I have a very long road ahead; however, just being on the road has caused significant changes in our marriage relationship and my walk with the Lord.
My quest has “invaded” the messages I share when asked to preach. I have shared a great deal about what the Lord has been doing in my life. Preparing for this past Sunday, I cried out to the Lord to help me see something in His Word that would make what Christ suffered more real to me, so I could apply it to my life and possibly share what He revealed in a way that would touch the hearts of men.
Isaiah 53 came to mind and I spend a very sobering week praying and thinking through personal application. It had a strong impact on me, and I was able to share some of the challenges the Lord laid before me last Sunday.
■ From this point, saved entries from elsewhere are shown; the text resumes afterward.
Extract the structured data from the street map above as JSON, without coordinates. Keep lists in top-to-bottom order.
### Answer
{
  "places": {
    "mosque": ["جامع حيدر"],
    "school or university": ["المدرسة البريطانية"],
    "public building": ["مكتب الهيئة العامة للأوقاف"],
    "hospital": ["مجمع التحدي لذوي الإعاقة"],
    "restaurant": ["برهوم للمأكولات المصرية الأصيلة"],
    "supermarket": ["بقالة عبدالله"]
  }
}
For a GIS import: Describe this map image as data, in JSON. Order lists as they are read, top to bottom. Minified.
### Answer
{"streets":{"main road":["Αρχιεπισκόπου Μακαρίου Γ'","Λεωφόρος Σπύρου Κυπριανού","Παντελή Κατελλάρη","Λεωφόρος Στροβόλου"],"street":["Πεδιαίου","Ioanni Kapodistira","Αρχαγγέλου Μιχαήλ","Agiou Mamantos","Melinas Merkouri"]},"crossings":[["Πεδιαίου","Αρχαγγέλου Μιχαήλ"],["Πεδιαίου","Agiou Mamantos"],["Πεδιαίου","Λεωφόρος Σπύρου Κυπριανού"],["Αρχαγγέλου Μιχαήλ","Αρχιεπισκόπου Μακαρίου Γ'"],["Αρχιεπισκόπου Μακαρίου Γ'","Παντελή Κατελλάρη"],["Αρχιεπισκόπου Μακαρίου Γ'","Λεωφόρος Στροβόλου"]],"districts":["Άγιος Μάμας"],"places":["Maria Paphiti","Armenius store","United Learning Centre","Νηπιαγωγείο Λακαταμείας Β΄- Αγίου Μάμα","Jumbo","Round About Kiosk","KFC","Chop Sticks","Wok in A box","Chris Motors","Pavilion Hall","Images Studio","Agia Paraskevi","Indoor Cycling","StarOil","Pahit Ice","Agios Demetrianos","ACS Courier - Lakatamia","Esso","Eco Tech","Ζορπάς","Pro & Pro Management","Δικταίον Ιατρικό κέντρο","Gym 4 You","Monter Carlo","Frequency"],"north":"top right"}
After the meeting, I asked some of the people for candid comments about what was shared.
One man looked down and then said, “I have never heard Isaiah 53 preached from the perspective of making personal application before. It was very convicting. To imagine how Jesus must have felt being despised, rejected, a man of sorrows, and to think he went through all of that for me broke my heart.”
The Lord also opened the door, not only about how important it was that I be grateful for what He went through, but to take it the next step and ask Him who else I had made feel those things. Then, to ask my wife, if and when I made her feel those emotions, to seek her forgiveness and make a commitment to never be the cause of such pain in her or others ever again.
The man looked as if he was emotionally affected all over again, but he shook his head in agreement. I noticed a small look of hope on his wife’s face.
I’ve been noticing that look on my wife’s face from time to time, too. I thought I had murdered such feelings in her and that healing would come only in heaven. I am so very grateful that you folks have given your lives to help others take God at His word.